Disulfide dihedral angles (as depicted in Supplementary Fig. 2) for the nonperiodic disulfide bonds of p4 and p4212 crystals were extracted from the 2 ns (2000 coordinates) of production sampling from the 3D periodic crystal simulations. The potential energy associated with each disulfide bond conformation was calculated according to the empirical formula described in ref. 65.

### Numerical C98RhuA electrochemical potential calculations

To directly calculate the steady-state voltage drop arising from ion segregation across RhuA crystals, volumetric electrostatic potential maps (exclusively due to ions) were computed for all 2D electret simulations using the PMEpot66 plugin in VMD for all 10 ns of sampling (10,000 configurations), split into 100-frame blocks.

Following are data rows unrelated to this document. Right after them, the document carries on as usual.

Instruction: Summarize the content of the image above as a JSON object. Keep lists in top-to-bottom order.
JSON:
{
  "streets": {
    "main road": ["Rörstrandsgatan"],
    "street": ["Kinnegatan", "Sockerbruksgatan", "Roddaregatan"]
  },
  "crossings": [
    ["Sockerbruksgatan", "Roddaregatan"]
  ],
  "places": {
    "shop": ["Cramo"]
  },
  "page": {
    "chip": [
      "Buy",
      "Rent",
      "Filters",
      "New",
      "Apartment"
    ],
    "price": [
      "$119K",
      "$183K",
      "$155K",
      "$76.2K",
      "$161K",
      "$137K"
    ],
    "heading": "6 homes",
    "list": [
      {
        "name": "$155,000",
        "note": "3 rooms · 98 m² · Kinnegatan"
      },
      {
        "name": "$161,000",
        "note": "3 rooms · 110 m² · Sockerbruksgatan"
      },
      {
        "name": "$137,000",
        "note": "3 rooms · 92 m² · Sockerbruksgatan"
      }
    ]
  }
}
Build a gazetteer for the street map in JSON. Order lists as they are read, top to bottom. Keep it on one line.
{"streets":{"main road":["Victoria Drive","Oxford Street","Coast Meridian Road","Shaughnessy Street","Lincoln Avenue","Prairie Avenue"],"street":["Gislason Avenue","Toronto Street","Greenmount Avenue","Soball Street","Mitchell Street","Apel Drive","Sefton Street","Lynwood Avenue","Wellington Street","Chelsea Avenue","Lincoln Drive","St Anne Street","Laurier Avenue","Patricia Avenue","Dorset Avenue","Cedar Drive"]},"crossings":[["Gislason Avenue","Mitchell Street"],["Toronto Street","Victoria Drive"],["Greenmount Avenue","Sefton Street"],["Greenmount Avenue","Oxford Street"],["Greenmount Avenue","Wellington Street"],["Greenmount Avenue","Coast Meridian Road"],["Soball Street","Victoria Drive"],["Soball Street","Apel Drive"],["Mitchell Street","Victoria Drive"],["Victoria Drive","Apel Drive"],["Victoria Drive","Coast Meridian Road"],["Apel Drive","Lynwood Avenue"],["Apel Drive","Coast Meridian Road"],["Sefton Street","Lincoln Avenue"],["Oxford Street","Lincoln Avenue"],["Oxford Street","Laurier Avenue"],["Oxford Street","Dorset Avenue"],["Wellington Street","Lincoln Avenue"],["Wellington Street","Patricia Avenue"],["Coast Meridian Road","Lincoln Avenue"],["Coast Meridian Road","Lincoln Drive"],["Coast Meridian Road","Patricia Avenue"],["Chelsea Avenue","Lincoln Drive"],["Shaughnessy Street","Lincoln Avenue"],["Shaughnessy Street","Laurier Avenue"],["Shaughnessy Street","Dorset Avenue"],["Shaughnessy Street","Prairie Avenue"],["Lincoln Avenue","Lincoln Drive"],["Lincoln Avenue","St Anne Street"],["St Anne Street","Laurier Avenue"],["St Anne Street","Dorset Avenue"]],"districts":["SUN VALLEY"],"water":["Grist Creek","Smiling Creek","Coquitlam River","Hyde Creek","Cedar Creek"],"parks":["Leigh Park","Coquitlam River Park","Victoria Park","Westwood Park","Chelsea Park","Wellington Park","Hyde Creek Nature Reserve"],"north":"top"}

The maps were calculated over a × b × 200 Å volumes (a = b = 151.19–200.00 Å depending on lattice conformation) at 1 Å intervals, incorporating the influence of periodic images in the xy dimensions, while remaining pseudo-non-periodic in the z dimension by providing an appx. 100 Å air gap between periodic images. An Ewald factor of 0.25 Å−1 was used to smooth the charge potentials. The linear voltage drop across the crystal was quantified by integrating over the xy voxels within each 3D volume and projecting the average potential onto the z dimension using a Python script. The difference in electrostatic potential due to the ion distribution across the membrane was calculated, conservatively scaled by the dielectric of pure water (ε = 78), and multiplied by the factor 25.87 mV ∙ (kBT)−1 for a 300 K simulation. The 5–10 ns time-averaged membrane potentials for p4 and p4212 crystals were −56.09 ± 5.71 mV and −3.09 ± 5.85 mV, respectively. This potential for p4 crystals is in very close agreement with the potential calculated analytically (−57.96 mV) for open-state p4 crystals based purely on the density of dipoles within the lattice (see Supplementary Discussion), strongly suggesting that the macrodipole moment of RhuA crystals can indeed account for their predicted bulk properties.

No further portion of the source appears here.